Kein Rückschritt ist Fortschritt

Nach zähem Verhandeln ist das Kompromisspaket auf dem Gipfel fast fertig. Kein Durchbruch, sondern Verweise auf andere UN- und WTO-Konferenzen

„Was einen Plan zur Bekämpfung der Armut angeht, war der Gipfel bisher eine Enttäuschung“

aus Johannesburg BERNHARD PÖTTER

6.000 hüfthohe Figuren aus Pappmaché drängeln sich auf einem kleinen Rasenstück gegenüber dem Tagungszentrum von Sandton. Über ihnen thront ein sechs Meter großer Riese aus Schrott, der die Logos von Exxon, Shell und Monsanto trägt und eine Weltkugel in der Hand hält. Die Figuren, jede steht für eine Million Erdbewohner, haben die Münder zum Schrei aufgerissen. „Big Business darf die Welt nicht regieren –hört unsere Stimme!“ ist die Botschaft der Umweltschützer von „Friends of the Earth“ an die Delegierten auf der anderen Straßenseite.

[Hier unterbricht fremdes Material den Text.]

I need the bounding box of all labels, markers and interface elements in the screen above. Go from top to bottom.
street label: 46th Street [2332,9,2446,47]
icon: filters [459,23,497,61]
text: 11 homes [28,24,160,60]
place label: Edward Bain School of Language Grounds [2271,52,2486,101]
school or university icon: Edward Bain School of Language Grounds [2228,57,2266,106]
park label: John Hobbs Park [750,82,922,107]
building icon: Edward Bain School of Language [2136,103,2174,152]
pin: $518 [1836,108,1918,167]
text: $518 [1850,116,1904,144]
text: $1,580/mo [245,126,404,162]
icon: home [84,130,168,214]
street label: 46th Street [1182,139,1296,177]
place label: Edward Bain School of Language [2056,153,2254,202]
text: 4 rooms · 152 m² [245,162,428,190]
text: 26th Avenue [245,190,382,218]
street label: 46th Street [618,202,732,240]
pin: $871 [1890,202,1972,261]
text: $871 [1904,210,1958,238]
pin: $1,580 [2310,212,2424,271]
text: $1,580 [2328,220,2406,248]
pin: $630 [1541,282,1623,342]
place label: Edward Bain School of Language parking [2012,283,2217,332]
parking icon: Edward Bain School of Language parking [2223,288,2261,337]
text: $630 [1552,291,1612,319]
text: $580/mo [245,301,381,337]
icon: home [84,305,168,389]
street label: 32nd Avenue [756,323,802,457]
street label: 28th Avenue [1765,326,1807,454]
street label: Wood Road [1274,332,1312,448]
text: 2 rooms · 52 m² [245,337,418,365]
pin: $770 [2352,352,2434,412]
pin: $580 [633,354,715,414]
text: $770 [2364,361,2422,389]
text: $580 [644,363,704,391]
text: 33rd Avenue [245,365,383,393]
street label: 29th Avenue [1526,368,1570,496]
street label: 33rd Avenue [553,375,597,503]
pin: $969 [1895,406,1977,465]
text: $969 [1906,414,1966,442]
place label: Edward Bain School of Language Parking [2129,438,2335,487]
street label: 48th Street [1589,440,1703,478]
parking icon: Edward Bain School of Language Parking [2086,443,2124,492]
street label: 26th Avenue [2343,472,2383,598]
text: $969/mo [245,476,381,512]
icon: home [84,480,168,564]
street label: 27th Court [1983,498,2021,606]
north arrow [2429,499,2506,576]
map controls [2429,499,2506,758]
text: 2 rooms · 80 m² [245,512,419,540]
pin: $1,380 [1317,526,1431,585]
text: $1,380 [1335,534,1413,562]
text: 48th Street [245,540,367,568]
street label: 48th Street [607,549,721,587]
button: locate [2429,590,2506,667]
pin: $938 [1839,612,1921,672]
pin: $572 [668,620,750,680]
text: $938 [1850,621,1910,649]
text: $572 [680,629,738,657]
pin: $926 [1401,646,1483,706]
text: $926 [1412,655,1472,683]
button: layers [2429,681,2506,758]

Aber die Stimmen der Aktivisten hört man kaum. Das liegt am Lärm der beiden Polizeihubschrauber, die in niedriger Höhe über der Veranstaltung kreisen. Und auch bei den Delegierten im abgeschirmten Tagungszentrums kommt nicht viel vom Protest der Umwelt- und Entwicklungsgruppen an. Entsprechend mager sind aus deren Sicht deshalb auch bisher die Ergebnisse, die bei den Verhandlungen zu einem Aktionsprogramm für die Umsetzung der Rio-Ziele von 1992 erreicht worden sind.

Immerhin feierte der Bund für Umwelt und Naturschutz (BUND) die gestrige Einigung über die Klimapolitik als „kleinen Durchbruch“. Dabei einigten sich die Unterhändler nur auf die Textpassage: „Staaten, die das Kiotoprotokoll ratifiziert haben, fordern eindringlich die Staaten auf, die das nicht getan haben, dies zur rechten Zeit zu tun.“ Das Thema wurde „auf dem Stand der Klimakonferenz von Bonn 2001“ angesprochen, sagt Stefan Singer vom World Wide Fund for Nature (WWF).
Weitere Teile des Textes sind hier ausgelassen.